What you don’t know can hurt you – make pre-employment screening mandatory.

A company advertises a job opening for a worker to pack and load heavy boxes onto trucks. It would seem an easy position to fill. But what if that applicant shows up with two good, strong arms and appears to be a perfect candidate for the job, but has a history of back trouble that resulted in a number of previous workers’ compensation claims? This is not an easy call to make and virtually impossible if no pre-employment medical testing is required. Especially by a medical expert who understands your job requirements and what it takes physically to accomplish them.

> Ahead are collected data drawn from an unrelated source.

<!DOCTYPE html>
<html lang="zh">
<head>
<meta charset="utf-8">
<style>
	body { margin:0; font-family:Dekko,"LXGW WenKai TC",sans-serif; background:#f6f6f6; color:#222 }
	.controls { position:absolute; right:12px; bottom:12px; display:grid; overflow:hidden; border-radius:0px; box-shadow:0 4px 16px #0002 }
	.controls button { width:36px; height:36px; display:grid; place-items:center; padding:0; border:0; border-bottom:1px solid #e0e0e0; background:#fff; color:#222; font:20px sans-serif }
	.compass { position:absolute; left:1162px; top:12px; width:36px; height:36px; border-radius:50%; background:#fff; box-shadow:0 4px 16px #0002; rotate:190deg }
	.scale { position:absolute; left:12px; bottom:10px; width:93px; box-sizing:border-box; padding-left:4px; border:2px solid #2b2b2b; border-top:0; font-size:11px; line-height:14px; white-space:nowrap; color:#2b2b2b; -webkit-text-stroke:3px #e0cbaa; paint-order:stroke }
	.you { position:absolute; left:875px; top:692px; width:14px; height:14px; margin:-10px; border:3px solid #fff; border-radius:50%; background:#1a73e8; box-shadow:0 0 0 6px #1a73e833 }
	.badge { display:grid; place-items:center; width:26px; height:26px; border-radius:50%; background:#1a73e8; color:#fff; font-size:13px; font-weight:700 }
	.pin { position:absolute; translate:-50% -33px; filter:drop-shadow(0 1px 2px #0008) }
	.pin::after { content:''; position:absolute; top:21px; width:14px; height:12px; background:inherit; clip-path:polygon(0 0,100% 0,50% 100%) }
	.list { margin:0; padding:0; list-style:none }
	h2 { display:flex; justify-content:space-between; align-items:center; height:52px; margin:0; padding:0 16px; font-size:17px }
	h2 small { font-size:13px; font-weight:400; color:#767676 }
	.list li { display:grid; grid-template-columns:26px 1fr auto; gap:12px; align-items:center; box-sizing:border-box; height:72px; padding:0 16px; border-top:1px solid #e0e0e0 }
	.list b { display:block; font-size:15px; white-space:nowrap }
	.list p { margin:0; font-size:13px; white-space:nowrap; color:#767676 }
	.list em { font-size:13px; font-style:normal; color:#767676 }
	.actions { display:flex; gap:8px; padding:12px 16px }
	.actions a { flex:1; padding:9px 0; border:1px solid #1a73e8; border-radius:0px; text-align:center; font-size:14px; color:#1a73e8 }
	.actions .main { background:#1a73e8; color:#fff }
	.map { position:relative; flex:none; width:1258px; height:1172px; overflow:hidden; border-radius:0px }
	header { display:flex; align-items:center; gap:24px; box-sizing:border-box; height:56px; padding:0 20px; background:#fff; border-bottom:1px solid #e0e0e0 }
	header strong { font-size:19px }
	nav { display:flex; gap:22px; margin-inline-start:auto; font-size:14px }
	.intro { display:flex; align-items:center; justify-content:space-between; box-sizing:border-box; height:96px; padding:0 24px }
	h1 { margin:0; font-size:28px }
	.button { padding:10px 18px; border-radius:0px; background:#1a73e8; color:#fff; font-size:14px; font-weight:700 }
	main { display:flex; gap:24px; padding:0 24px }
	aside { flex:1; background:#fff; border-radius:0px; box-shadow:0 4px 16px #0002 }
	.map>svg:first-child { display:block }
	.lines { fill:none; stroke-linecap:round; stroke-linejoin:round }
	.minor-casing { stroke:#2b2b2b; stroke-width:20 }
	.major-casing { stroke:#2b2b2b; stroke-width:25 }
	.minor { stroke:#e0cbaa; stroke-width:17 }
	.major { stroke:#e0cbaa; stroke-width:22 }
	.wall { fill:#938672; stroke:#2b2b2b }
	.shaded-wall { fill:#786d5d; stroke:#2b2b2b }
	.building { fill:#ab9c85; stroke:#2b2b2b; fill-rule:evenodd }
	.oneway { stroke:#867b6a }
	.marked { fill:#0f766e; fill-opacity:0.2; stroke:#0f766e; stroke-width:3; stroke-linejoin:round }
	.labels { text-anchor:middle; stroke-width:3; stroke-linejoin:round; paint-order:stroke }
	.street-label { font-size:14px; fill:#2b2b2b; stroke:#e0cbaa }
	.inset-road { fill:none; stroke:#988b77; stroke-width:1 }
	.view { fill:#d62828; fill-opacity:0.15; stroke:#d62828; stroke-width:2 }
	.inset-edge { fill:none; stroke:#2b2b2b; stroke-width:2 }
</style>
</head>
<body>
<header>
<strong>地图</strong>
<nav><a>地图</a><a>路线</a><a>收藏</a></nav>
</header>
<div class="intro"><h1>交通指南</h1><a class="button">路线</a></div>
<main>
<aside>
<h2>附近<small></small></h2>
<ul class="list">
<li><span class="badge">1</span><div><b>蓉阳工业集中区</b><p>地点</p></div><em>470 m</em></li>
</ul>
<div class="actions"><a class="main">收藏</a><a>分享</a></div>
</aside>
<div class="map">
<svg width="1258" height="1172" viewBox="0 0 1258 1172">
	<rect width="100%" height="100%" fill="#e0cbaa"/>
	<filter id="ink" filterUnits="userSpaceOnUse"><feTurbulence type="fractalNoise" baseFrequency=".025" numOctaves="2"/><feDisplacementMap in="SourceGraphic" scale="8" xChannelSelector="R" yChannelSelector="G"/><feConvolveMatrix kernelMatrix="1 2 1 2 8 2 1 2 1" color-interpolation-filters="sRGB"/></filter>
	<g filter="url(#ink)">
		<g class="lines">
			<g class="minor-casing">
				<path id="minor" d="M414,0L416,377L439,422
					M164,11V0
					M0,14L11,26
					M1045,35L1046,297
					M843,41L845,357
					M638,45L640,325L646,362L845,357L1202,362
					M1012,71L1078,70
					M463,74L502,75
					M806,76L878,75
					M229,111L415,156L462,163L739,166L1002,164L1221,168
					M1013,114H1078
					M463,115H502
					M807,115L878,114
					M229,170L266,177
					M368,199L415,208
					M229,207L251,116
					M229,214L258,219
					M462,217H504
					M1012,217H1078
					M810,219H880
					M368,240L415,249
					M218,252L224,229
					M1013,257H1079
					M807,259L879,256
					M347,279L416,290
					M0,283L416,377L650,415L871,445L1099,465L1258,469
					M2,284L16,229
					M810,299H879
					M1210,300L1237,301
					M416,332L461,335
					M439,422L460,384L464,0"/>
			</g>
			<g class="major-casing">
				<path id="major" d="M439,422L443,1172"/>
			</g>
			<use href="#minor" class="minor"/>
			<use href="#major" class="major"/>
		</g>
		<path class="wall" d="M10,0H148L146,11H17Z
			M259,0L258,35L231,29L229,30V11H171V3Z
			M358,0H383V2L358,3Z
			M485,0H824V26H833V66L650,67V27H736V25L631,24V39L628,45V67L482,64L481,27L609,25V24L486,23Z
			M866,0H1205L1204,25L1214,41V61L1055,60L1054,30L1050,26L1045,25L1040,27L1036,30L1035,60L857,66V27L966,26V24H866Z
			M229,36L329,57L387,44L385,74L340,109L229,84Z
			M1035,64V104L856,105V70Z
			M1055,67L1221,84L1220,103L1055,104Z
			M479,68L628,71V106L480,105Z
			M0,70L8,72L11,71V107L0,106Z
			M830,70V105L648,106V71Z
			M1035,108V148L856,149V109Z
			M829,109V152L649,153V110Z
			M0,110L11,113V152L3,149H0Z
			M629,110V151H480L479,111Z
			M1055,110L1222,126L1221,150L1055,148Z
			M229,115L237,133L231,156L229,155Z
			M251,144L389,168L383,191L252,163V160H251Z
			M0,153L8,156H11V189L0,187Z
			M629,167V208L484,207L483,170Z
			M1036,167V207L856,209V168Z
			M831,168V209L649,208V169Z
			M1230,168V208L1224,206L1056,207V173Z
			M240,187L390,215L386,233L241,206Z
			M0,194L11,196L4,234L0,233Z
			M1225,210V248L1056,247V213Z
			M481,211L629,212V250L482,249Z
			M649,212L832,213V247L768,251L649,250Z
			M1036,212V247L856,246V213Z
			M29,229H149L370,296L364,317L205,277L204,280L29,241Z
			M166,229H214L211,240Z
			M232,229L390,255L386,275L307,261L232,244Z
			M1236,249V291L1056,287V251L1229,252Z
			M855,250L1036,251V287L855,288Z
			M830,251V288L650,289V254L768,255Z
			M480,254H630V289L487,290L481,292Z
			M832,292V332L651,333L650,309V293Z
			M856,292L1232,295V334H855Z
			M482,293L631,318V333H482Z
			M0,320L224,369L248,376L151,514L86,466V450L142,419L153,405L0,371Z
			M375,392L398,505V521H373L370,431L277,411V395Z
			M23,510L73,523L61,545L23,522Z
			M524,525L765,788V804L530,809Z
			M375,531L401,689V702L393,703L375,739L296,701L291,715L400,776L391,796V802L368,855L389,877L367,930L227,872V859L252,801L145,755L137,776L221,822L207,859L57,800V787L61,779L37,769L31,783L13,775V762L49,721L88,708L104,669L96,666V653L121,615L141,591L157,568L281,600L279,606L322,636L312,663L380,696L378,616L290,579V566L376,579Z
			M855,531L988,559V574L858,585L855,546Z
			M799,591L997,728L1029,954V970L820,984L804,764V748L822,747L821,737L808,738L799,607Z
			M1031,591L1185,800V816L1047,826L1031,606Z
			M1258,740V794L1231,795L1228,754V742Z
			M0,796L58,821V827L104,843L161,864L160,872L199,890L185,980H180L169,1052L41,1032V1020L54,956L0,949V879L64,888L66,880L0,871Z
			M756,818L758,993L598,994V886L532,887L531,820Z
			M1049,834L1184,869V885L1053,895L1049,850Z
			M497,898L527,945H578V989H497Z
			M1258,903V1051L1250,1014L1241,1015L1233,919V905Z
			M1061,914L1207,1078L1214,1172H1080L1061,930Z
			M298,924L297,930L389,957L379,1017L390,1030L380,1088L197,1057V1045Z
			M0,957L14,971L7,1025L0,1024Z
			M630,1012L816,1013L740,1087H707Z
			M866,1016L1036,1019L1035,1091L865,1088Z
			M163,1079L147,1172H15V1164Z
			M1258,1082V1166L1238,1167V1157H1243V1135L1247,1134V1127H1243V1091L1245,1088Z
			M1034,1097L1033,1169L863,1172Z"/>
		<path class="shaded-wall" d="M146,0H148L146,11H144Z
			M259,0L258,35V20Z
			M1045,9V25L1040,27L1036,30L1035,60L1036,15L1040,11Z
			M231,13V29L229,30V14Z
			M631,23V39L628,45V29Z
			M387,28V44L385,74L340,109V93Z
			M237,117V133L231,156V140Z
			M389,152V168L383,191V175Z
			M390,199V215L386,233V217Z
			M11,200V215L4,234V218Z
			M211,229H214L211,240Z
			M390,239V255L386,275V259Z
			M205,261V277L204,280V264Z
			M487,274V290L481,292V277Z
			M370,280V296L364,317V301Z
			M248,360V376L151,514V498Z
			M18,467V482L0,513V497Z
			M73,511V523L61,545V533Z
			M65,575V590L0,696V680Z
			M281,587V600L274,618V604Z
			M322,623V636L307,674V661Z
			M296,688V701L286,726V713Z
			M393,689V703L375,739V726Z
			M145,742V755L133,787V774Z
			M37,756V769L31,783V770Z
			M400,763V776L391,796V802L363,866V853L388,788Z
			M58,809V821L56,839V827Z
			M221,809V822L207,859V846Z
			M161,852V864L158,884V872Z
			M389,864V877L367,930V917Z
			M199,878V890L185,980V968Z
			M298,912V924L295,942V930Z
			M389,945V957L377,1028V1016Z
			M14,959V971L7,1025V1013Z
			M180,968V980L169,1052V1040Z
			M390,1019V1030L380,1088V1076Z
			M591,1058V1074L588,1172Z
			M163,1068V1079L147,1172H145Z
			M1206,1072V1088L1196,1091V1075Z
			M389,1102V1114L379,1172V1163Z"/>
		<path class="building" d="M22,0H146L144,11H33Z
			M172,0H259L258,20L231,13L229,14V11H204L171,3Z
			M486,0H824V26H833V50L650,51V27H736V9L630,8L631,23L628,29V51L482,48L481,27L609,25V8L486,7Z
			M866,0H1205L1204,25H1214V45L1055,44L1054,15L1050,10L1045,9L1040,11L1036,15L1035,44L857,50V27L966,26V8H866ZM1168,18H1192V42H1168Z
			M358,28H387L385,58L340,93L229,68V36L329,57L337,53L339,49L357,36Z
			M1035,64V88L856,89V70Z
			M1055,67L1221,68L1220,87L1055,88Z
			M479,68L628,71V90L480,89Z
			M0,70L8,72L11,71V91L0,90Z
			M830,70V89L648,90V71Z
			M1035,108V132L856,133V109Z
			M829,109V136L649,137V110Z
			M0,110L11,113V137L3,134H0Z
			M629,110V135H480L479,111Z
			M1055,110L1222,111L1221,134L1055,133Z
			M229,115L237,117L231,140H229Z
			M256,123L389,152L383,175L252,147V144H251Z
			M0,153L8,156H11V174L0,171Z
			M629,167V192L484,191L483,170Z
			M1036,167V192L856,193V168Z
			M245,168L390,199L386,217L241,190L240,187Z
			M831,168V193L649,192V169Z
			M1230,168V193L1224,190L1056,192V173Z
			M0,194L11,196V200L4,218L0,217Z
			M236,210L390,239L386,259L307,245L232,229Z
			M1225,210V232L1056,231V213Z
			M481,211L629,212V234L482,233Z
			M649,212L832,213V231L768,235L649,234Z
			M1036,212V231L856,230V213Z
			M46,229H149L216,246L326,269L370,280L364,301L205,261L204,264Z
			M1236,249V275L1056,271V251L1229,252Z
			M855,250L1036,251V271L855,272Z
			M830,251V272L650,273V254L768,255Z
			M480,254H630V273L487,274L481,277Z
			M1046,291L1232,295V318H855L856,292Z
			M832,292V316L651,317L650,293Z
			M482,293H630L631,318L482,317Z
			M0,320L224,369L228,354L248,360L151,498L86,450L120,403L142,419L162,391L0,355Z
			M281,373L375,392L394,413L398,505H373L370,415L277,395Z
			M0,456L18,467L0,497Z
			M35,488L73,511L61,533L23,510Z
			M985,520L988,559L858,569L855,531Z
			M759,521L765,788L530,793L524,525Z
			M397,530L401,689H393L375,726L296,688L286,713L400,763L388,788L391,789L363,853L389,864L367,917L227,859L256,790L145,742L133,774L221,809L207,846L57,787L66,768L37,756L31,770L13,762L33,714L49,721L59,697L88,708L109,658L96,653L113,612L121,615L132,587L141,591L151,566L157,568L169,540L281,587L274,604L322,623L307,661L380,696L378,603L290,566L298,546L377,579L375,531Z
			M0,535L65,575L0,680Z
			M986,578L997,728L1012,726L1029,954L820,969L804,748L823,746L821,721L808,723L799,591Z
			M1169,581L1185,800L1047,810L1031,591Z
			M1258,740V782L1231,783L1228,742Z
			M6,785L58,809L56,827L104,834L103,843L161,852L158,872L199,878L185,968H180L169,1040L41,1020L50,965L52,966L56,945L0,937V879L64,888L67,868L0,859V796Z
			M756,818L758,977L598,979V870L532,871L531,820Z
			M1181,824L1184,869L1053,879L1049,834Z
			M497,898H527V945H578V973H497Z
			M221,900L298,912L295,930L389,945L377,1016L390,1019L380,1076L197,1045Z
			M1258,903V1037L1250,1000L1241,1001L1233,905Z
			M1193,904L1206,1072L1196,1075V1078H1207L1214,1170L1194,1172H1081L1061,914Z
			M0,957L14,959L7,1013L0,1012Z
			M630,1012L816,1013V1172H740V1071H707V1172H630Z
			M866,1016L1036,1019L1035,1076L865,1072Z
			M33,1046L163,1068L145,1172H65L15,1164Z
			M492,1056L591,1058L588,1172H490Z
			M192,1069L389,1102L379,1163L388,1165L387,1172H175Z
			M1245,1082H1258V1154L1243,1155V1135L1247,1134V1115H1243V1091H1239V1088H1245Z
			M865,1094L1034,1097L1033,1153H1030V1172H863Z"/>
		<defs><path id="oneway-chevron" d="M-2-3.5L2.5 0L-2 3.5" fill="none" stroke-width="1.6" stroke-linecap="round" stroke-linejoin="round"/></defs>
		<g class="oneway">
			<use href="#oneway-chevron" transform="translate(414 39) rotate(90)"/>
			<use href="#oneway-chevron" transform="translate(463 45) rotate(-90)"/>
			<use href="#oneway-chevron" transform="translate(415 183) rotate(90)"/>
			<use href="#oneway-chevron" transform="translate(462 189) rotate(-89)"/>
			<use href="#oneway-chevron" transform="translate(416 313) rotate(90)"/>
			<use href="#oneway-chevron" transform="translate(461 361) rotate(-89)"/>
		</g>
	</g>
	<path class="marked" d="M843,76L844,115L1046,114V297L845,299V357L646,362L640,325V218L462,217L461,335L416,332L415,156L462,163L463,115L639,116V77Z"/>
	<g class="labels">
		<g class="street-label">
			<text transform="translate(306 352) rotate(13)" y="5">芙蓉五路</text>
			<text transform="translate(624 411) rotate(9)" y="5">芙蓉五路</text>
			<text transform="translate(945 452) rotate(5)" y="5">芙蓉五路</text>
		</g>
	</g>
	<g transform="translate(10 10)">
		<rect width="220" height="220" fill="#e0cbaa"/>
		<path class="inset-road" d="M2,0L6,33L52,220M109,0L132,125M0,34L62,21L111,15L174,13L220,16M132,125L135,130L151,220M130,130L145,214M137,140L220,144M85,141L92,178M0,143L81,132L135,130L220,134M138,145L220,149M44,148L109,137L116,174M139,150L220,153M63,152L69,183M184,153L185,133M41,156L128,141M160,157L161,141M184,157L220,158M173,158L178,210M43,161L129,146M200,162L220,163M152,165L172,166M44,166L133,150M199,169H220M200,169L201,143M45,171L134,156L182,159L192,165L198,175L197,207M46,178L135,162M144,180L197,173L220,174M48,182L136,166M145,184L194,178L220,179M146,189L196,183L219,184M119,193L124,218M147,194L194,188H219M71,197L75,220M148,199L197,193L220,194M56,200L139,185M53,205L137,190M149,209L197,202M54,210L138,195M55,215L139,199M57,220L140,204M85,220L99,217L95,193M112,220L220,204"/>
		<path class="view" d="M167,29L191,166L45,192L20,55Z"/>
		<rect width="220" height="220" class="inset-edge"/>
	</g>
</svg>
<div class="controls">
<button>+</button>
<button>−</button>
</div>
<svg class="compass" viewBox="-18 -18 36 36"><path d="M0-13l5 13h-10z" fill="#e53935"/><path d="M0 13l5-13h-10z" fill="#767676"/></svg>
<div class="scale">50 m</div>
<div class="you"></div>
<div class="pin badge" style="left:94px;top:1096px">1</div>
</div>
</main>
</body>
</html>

With budget and personnel cut backs, many companies are also cutting back on pre-employment practices. A few years ago investing in integrity testing, pre-employment physicals, blood work, and drug testing was palpable. Today, when a company is struggling to find candidates, it is very difficult to turn away potential employees.

Today many employers are also aware of the high-cost of workers’ compensation claims, which can sometimes be up to 300% of what the carrier pays out. This creates a juggling act with them wanting to make sure they hire the right person, while protecting the safety of their other workers and in some instances, the public. Failure to hire the right person for the job sends a message to the other workers that the company doesn’t care whom they hire, even if it impairs job safety. This is something that can have huge repercussions and create a culture that does not care about safety.

There are many examples of companies who see their Workers’ Compensation Experience Modification Factor (ex mod) skyrocket to much higher than what it should be. The elevated ex mods are caused claims, which were a direct result of improper or non-existent hiring procedures. These companies did not conduct pre-employment background checks and physicals. They open the door for employees to come on payroll with existing injuries which are further aggravated by their new position.

Staying up to Date with State Regulations

States address the aggravation or exacerbation of a pre-existing condition differently. In most states, if the on-the-job injury exacerbates a pre-existing condition (even by 1%), it is considered to be a part of the payable injury. This is conditional upon the physician being able to say that within “reasonable medical probability” the pre-existing condition was and still is aggravated by the on-the-job injury.

For instance, diabetes is a very common pre-existing occurrence.  If an employee injures a leg on the job and also has diabetes, the physician starts treatment for the leg condition and is also monitoring the diabetes.  As long as the majority of the treatment (51%) is for the leg pain, it is payable under Workers’ Compensation.  If there comes a time when the leg pain subsides and the diabetes is getting worse (51% of the treatment is now related to the diabetes), it should no longer be considered payable under Workers’ Compensation.

Another tricky area of pre-employment screening is determining if the applicant has a history of filing Workers’ Compensation claims. Under the Federal Americans with Disabilities Acts (ADA), employers cannot inquire about past Workers’ Compensation claims, nor can they refuse to employ someone who has filed past claims or whose disability or impairment has no bearing on whether or not they can perform the essential tasks they are being hired for. The job interview can only determine if the person can perform essential job functions, with or without reasonable accommodation.

In the end, it is important for employers to take all steps necessary to make sure they hire the right person for the job. This can only be accomplished by implementing the proper pre-employment procedures. This includes using integrity testing, post job offer medical questionnaires, making sure that a qualified medical practitioner who understands the job requirements performs all medical testing, and dodging a legal minefield by remembering that applicants should be assessed only by their ability to perform the essential tasks at hand.